The former nation’s foreign minister Margus Tsahkna says the aircraft was flying over the Baltic Sea during an attempt to stop a Russian-bound oil tanker thought to be part of a “shadow fleet” defying Western sanctions on Moscow.

Russia, which regards sanctions as a malign attempt to crush its economy, says all its ships have free passage in the Baltic – and any attempt to stop them is dangerous.

Estonia’s navy says the unflagged Jaguar ship, which went onto a UK sanctions list last week, refused to cooperate when asked to stop and was then escorted to Russian waters. Tsahkna tells reporters:

The Russian Federation sent a fighter jet to check the situation, and this fighter jet violated Nato territory for close to one minute. [The] Russian Federation is ready to protect the ‘shadow fleet’… The situation is really serious.

Western nations say Moscow is using a “shadow fleet” of more than 100 ships to dodge sanctions Putin views as a part of a campaign to quash its global influence.

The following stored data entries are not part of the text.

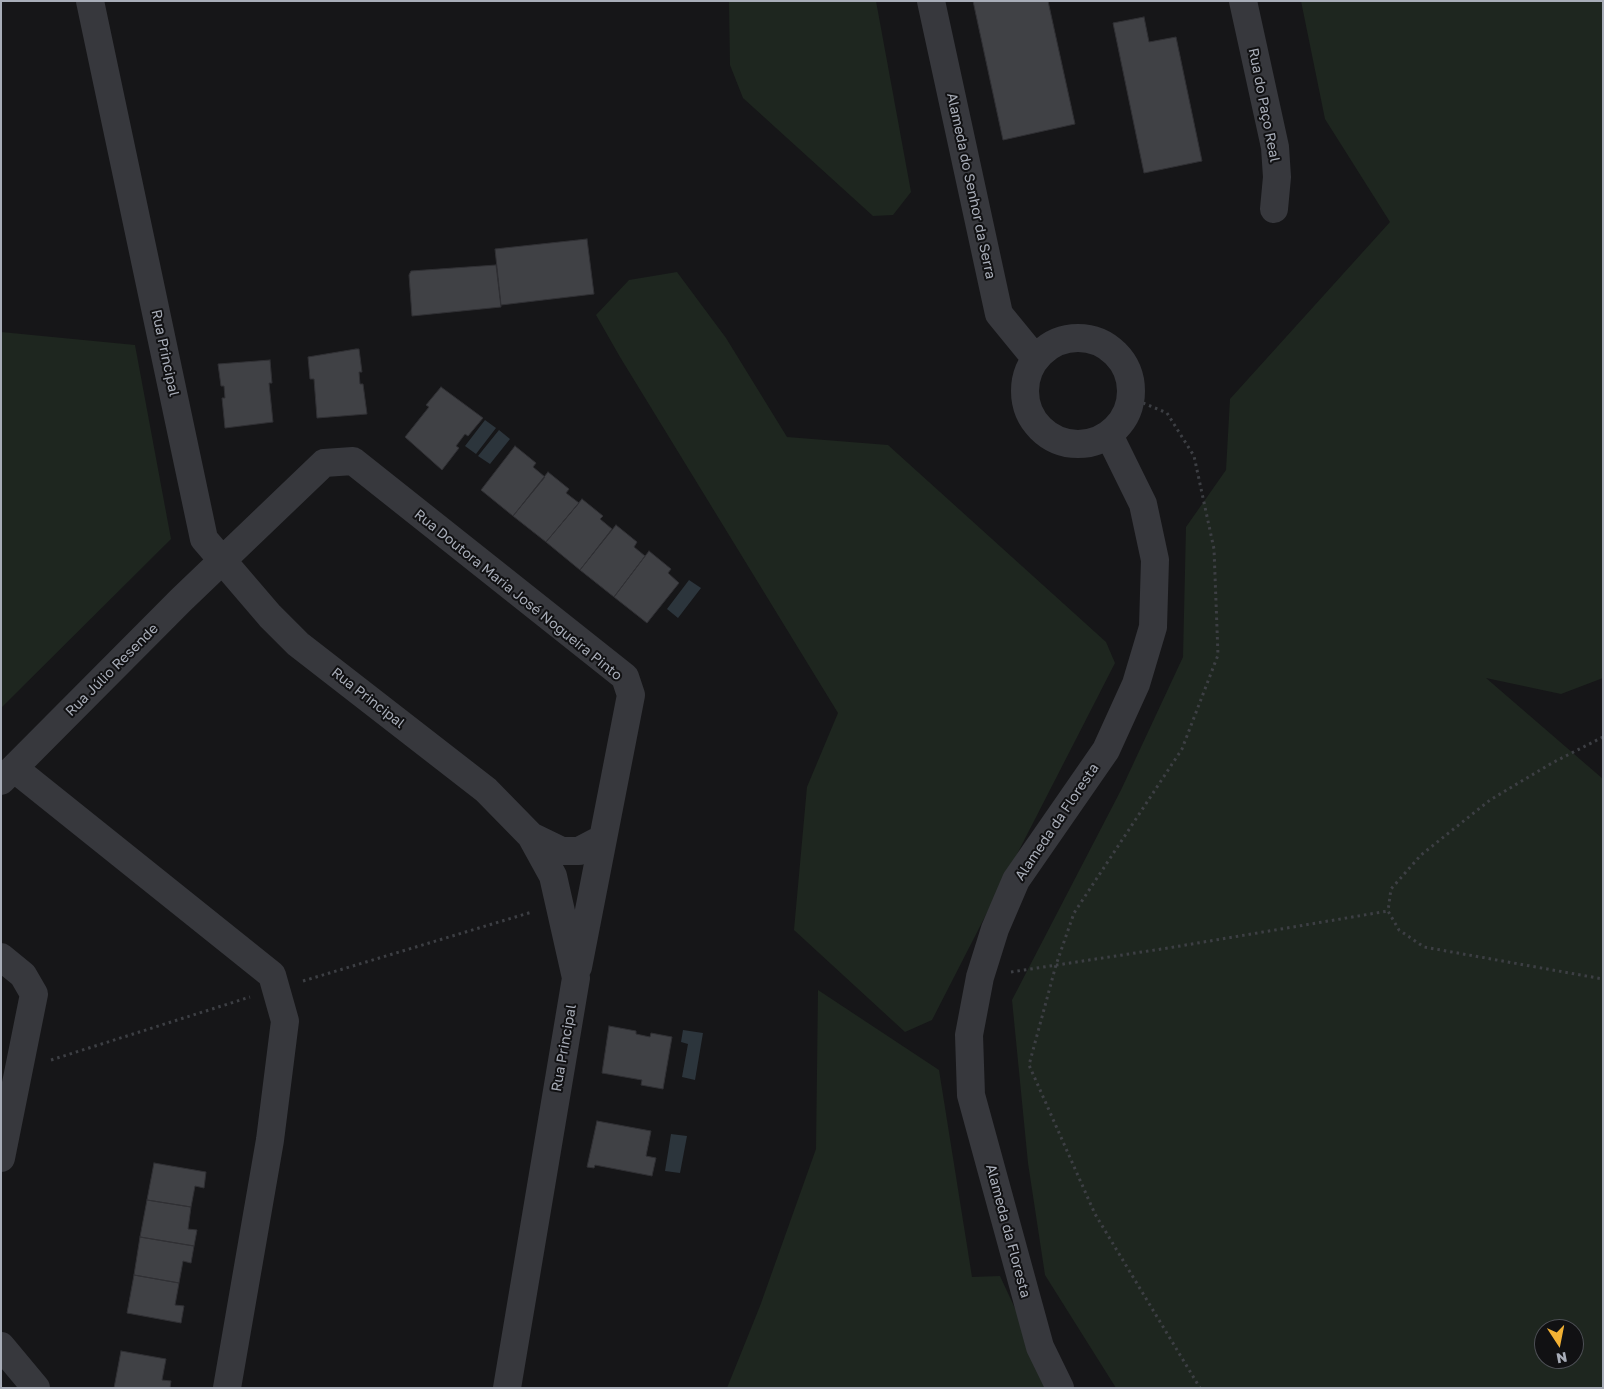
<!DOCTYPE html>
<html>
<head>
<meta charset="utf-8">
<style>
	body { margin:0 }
	#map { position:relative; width:1604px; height:1389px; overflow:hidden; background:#161618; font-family:"Golos Text",sans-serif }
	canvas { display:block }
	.frame { position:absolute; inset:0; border:2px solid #a8adb8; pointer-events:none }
	.north { position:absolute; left:1534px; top:1319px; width:50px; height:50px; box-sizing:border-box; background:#111113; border:1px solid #4d4f55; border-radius:50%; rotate:169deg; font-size:14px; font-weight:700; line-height:20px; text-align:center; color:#a8adb8 }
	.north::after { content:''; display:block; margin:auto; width:18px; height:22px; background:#f2b134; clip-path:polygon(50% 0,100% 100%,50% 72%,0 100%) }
</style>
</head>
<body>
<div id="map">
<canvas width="1604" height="1389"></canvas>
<div class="frame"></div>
<div class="north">N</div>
</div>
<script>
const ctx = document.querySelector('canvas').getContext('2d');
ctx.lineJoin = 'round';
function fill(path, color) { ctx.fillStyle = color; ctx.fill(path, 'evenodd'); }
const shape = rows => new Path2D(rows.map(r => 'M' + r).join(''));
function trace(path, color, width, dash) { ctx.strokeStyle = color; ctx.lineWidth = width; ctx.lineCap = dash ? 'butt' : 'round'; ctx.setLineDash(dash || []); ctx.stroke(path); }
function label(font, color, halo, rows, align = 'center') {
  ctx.font = font + ' "Golos Text",sans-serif'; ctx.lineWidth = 4; ctx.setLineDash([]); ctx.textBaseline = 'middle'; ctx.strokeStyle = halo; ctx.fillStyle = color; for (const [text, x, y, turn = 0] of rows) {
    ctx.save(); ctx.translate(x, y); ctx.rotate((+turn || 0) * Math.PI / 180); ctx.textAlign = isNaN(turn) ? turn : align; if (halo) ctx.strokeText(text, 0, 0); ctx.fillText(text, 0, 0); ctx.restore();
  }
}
fill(shape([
	[729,1,876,1,911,192,893,215,873,216,743,98,730,65],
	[1301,1,1603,1,1603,678,1561,694,1486,678,1603,779,1603,1388,1116,1388,1045,1275,1028,1163,1012,1000,1121,790,1183,657,1186,527,1226,470,1230,399,1390,222,1325,119],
	[1544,1329,1574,1329,1574,1359,1544,1359],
	[677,272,726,338,787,437,888,445,1106,642,1115,663,932,1020,905,1032,794,930,807,787,838,713,620,357,596,315,629,280],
	[1,332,135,345,171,539,1,708],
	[818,990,939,1070,972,1277,1000,1276,1052,1388,727,1388,760,1306,816,1149]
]), '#1e261f');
fill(shape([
	[485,420,496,428,476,454,465,446],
	[499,430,510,439,490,464,478,456],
	[689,580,701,588,678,618,667,609],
	[683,1030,703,1033,695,1080,682,1077,688,1044,681,1042],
	[671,1134,687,1136,680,1173,665,1171]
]), '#2c353c');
const building = shape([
	[973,1,1048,1,1075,124,1003,140,973,1],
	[1144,17,1149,42,1176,37,1202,161,1144,173,1113,23,1144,17],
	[587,239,594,294,501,305,495,249,587,239],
	[496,265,501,307,412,316,409,275,411,271,496,265],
	[356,349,359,349,362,372,359,372,360,384,363,384,367,414,317,418,314,379,310,379,308,357,356,349],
	[270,360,272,383,269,383,273,422,225,428,222,398,225,398,224,386,221,386,218,364,270,360],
	[441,387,483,418,468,436,465,434,456,446,459,448,442,470,405,437,429,407,426,405,441,387],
	[515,446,536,463,533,467,545,477,513,516,481,490,515,446],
	[548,472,569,489,566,493,579,503,546,542,513,516,548,472],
	[582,499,603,516,600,519,612,529,580,570,546,542,582,499],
	[616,525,637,542,634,547,645,556,614,597,580,570,616,525],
	[649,551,671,569,668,573,679,583,647,623,614,597,649,551],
	[609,1026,636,1031,636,1034,650,1037,651,1033,672,1037,663,1089,641,1085,642,1080,602,1073,609,1026],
	[597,1121,651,1131,646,1156,656,1158,652,1176,595,1165,594,1168,587,1167,597,1121],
	[154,1163,206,1172,204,1188,195,1186,191,1207,147,1200,154,1163],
	[147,1200,191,1207,188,1229,197,1230,194,1246,140,1237,147,1200],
	[140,1237,194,1246,191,1263,183,1261,179,1283,134,1275,140,1237],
	[134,1275,179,1283,175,1305,184,1306,181,1323,127,1313,134,1275],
	[121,1351,166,1359,162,1380,171,1381,170,1388,114,1388,121,1351]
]);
fill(building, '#404145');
trace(building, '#303034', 1);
trace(shape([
	[1131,398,1167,413,1194,456,1214,549,1218,655,1182,749,1074,913,1056,965,1029,1065,1095,1214,1200,1388],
	[1603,737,1552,763,1490,800,1421,855,1391,889,1388,911,1399,930,1424,947,1603,979],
	[1011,972,1168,948,1388,911],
	[303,981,532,912],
	[51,1060,250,997]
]), '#3d3f44', 3, [2.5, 4]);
trace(shape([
	[90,1,204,539,270,616,298,644,486,790,531,836,553,876,576,978,507,1388],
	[931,1,999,314,1035,358],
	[1243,1,1275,147,1277,177,1274,209],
	'1025 391a53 53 0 1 1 106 0a53 53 0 1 1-106 0Z',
	[15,769,272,975,285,1021,270,1140,227,1388],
	[1,781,181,600,324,463,353,461,625,677,631,695,578,967],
	[531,836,562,851,579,851,602,839],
	[1,957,23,975,34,994,1,1158],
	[1,1346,36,1388],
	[1060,1388,1040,1347,971,1095,969,1035,980,977,995,929,1016,880,1106,750,1136,684,1153,627,1155,560,1143,504,1109,435]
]), '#37383d', 28);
label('14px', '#a8adb8', '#111113', [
	["Rua do Paço Real",1264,105,79],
	["Alameda do Senhor da Serra",971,186,78],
	["Rua Principal",165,353,78],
	["Rua Doutora Maria José Nogueira Pinto",518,595,39],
	["Rua Júlio Resende",112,670,-45],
	["Rua Principal",368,698,38],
	["Alameda da Floresta",1057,822,-56],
	["Rua Principal",564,1048,-80],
	["Alameda da Floresta",1008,1231,75]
]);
</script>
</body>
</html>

Moscow sends millions of barrels of oil and fuel every day to buyers in China and India, and has warned against any attempt to violate its vessels’ freedom of movement.

The tanker was sailing in international waters between Estonia and Finland, and refused Estonian navy requests to change course, a spokesperson for the Baltic country’s defence forces tells Reuters.

A Russian SU-35 fighter jet approached the tanker and circled it, flying in international airspace except when it violated Estonian airspace briefly as it first approached the scene, the spokesperson adds.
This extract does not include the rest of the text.